その奥さんを見かけたので、僕は声をかけた。
ほっかむりをして、軍手をはめている。
「草むしりですか?」
僕が尋ねると、お隣の奥さんは、
「そう! 最近暖かくなってきたでしょう? そしたらもう! すぐ草が伸びるんだから! 手に負えなくなる前に草を刈らないと藪になっちゃう。あなたも草むしりしないとダメよ。そういえば、お宅の猫ちゃんかわいいわよねー」
と笑顔でまくし立ててきた。お隣の奥さんは話好きだ。
「うちの猫ですか? そうでしょう! 僕もかわいいと思ってたんですよ!」
「そうそう。
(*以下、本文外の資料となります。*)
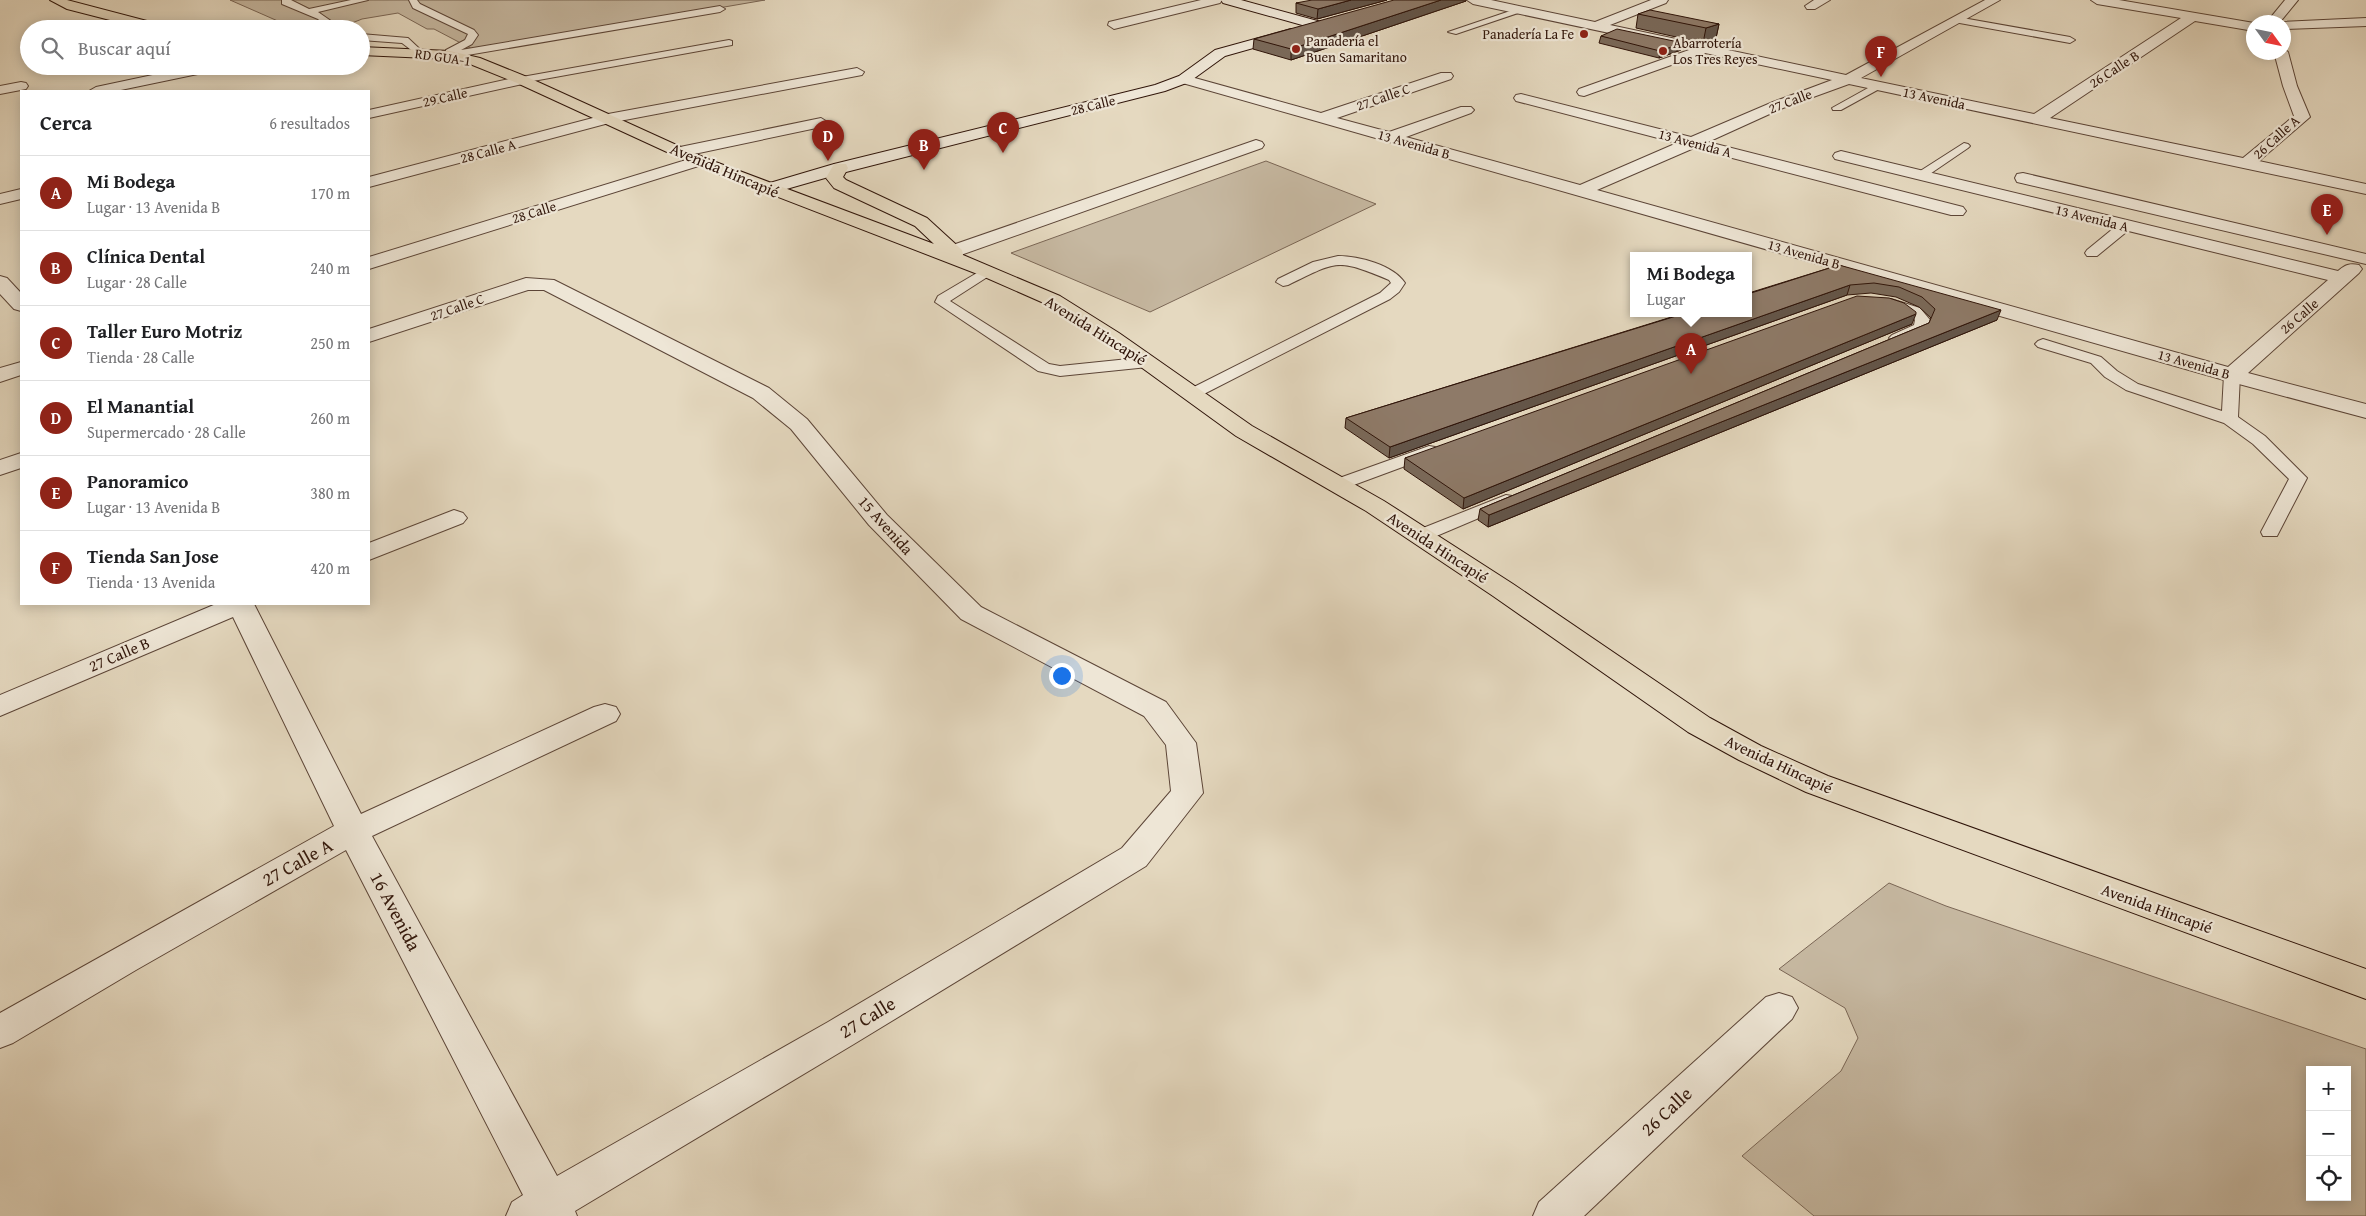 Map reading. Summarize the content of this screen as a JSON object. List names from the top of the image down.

あたしが玄関を開けたら、お宅の猫ちゃんがドアの前で待ってて、スゥーっと家の中に入っちゃうの。あの子、人に慣れてるわよねえ」
「えっ……すいません……勝手に……」
「なに謝ってるのよ。うちに来るのは全然かまわないのよ。でも、あの猫ちゃんどこでも入っちゃうんじゃないかしら。知らない人の家に入ったらダメよ」
はじめて聞く話だった。
うちの猫は神経質で気難しいところがあって、知らない人に愛想を振り撒くようなタイプの猫ではない。……と思っていた。家の外ではちょっと違うのかもしれない。
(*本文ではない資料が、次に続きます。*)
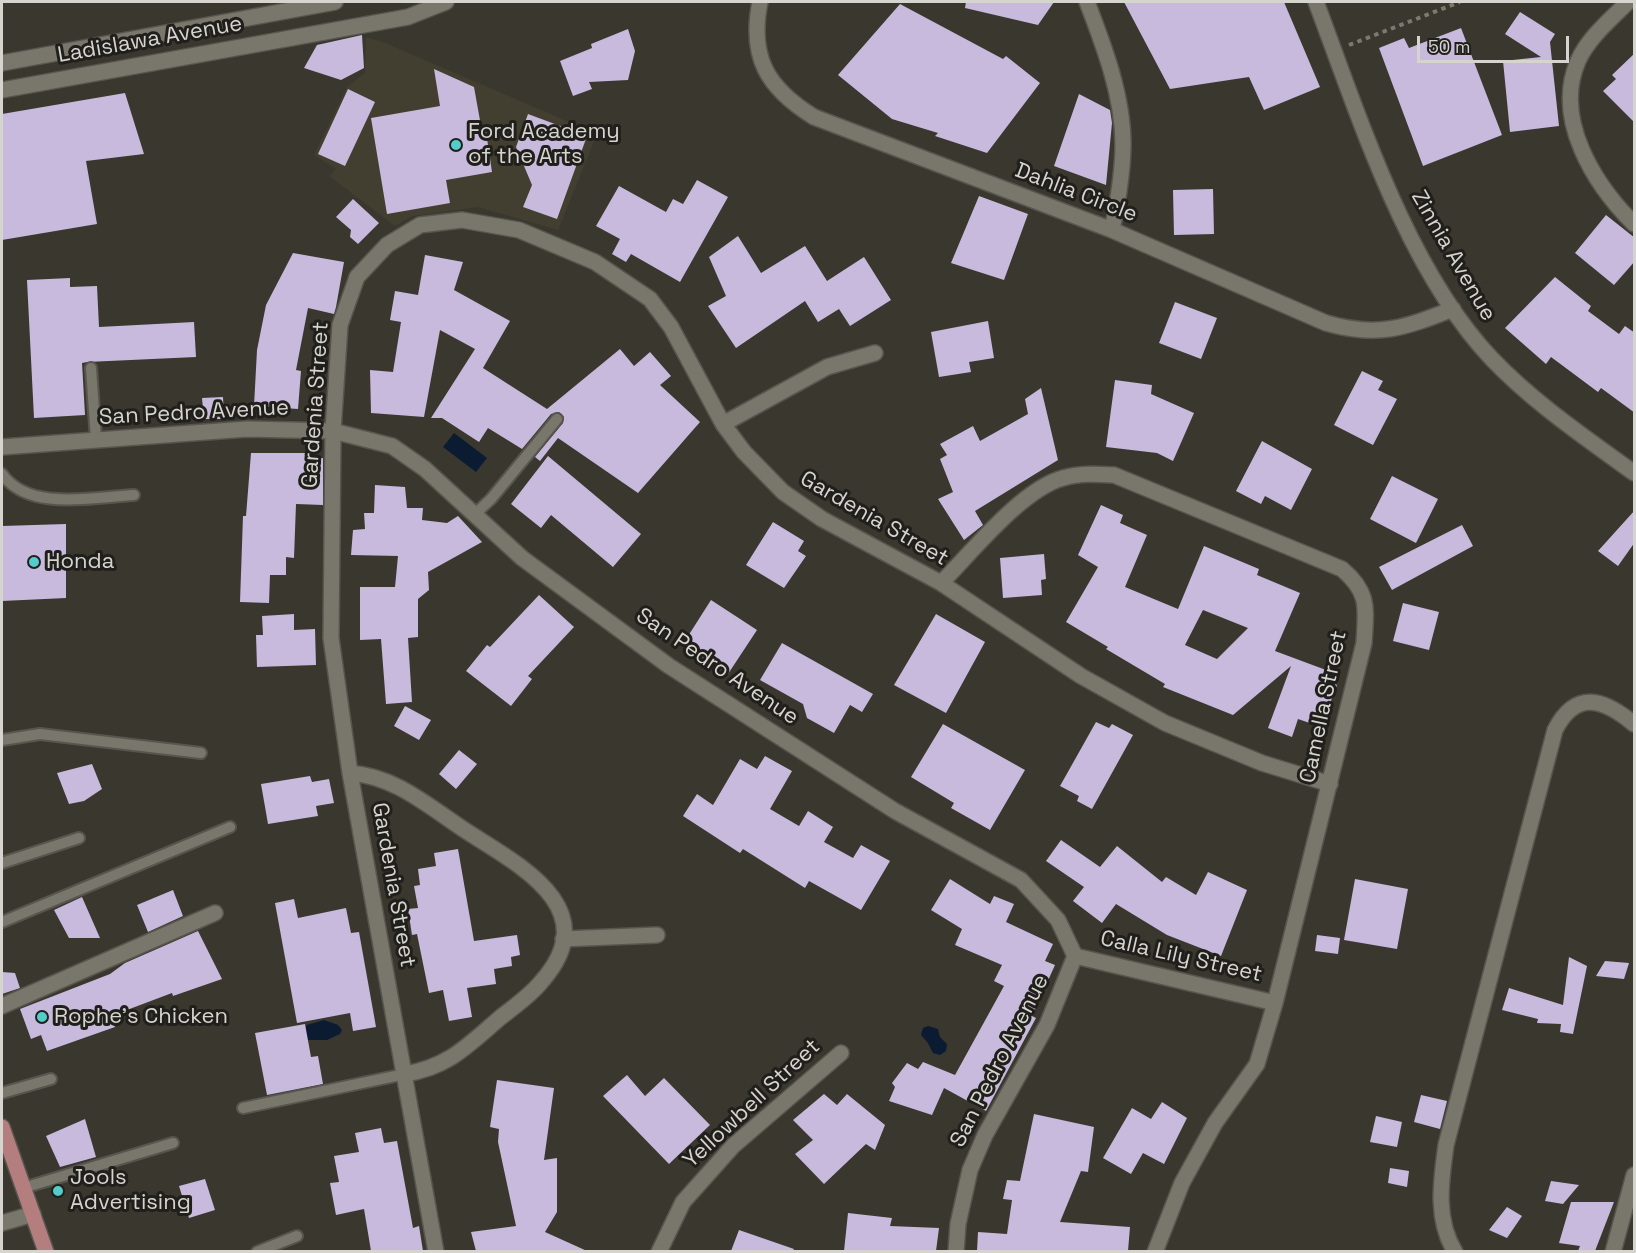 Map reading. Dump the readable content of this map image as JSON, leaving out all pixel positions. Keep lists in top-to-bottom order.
{
  "streets": {
    "street": [
      "Ladislawa Avenue",
      "Dahlia Circle",
      "Zinnia Avenue",
      "Gardenia Street",
      "San Pedro Avenue",
      "Camella Street",
      "Calla Lily Street",
      "Yellowbell Street"
    ]
  },
  "crossings": [
    ["Dahlia Circle", "Zinnia Avenue"],
    ["Gardenia Street", "San Pedro Avenue"],
    ["Gardenia Street", "Camella Street"],
    ["San Pedro Avenue", "Calla Lily Street"],
    ["Camella Street", "Calla Lily Street"]
  ],
  "places": [
    "Ford Academy of the Arts",
    "Honda",
    "Rophe's Chicken",
    "Jools Advertising"
  ],
  "scale_bar": "50 m"
}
「知らない人の家にはさすがに入らないと思います……たぶん……」
「それならいいんだけどね。猫嫌いな人もいるから。よく庭でお野菜を作ってたりするでしょ? 猫がおしっこすると、そういうのが枯れちゃうのよ」
「そうなんですか」
「そうなの。あら、ほら、お宅の猫ちゃん」
言われて見ると、うちの猫がお隣の家の中から僕を見つめていた。
人の家で何してるんですか、まったく……と思ったものの、お隣の奥さんは気にしていないようだった。
それはいいのだけど、猫の様子がおかしい。ガラスにぴったり張り付いている感じだし、なんか空中にいるような気がするし……この状態のうちの猫を最近見た気がする。
これ、なんだろうなあ、と近づいてみると、うちの猫はお隣の家の網戸によじ登っていた。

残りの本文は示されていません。